As I think about Harris’s election, I can’t find the giddy gleam of triumph I felt in the lead up to the election in 2016. Instead what I found is vicious vindication, a kind of feral sense of victory.
This isn’t right, this isn’t fair, this is hurting us, this is killing us, we are scared. Even saying that summons backlash. Someone on Trump’s campaign posted a video scoffing at the idea that women were bleeding out in parking lots, wondering where these mythical women were. Ten thousand came forward. Ten thousand. We tell our stories and we’re called liars. We tell our stories and we’re doing it for attention, for fame, for money. We give our opinions and the richest man in the world says nevermind all that, let me put a baby in you. They are teaching their boys that we are naught but dates, but wombs, but comforts, but sex, but mothers, but angels, but sluts, but homemakers. And they claim that our anger fuels them, but they don’t know that all they get are our scraps, the dying sparks flung out when the flames get too high.

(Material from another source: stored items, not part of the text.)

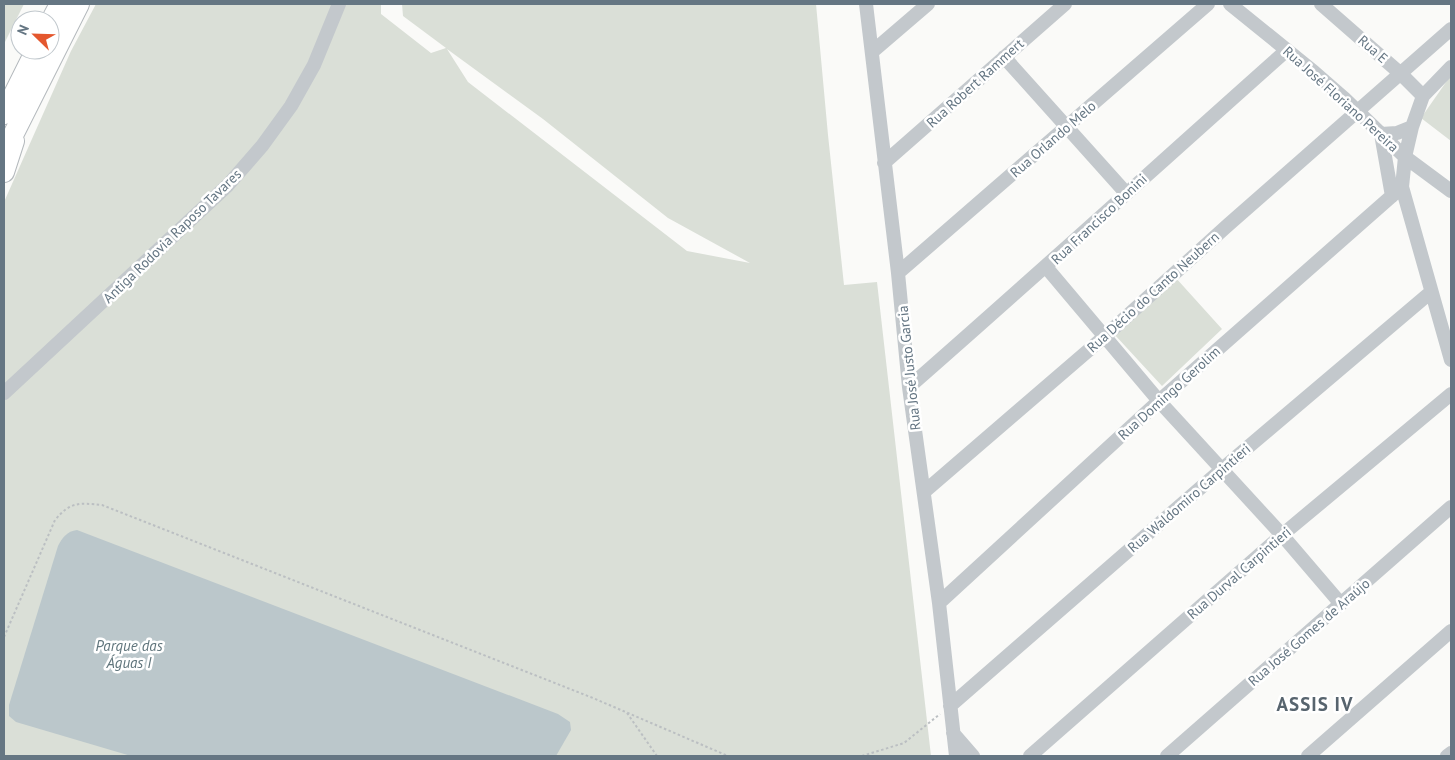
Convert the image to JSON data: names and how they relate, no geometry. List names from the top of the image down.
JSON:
{
  "streets": {
    "street": [
      "Rua E",
      "Rua Robert Rammert",
      "Rua José Floriano Pereira",
      "Rua Orlando Melo",
      "Rua Francisco Bonini",
      "Antiga Rodovia Raposo Tavares",
      "Rua Décio do Canto Neubern",
      "Rua José Justo Garcia",
      "Rua Domingo Gerolim",
      "Rua Waldomiro Carpintieri",
      "Rua Durval Carpintieri",
      "Rua José Gomes de Araújo"
    ]
  },
  "crossings": [
    ["Rua E", "Rua Décio do Canto Neubern"],
    ["Rua Robert Rammert", "Rua José Justo Garcia"],
    ["Rua José Floriano Pereira", "Rua Francisco Bonini"],
    ["Rua José Floriano Pereira", "Rua Décio do Canto Neubern"],
    ["Rua José Floriano Pereira", "Rua Domingo Gerolim"],
    ["Rua José Floriano Pereira", "Rua Waldomiro Carpintieri"],
    ["Rua Orlando Melo", "Rua José Justo Garcia"],
    ["Rua Francisco Bonini", "Rua José Justo Garcia"],
    ["Rua Décio do Canto Neubern", "Rua José Justo Garcia"],
    ["Rua José Justo Garcia", "Rua Domingo Gerolim"],
    ["Rua José Justo Garcia", "Rua Waldomiro Carpintieri"]
  ],
  "districts": ["ASSIS IV"],
  "water": ["Parque das Águas I"],
  "north": "top left"
}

They are teaching their boys to make us small. We’re teaching each other to be president.
This Week, Save Democracy By….
Sign up to phone bank or canvass. You can find high impact volunteer events here. You can sign up for Vote Save America, or you can just scroll past the yellow box and you’ll see three options: Knock Doors Near You, Phone Bank for Kamala, Phone Bank for Down Ballot Democrats. Each shift will have training that will give you talking points, information about the tech you’ll be using, and will have organizers who you can ask questions and get support from. If you have any questions at all, just leave them in the comments!
You can also check out more ways to volunteer in this guide I made, organized by how much or little you’d like to talk to people.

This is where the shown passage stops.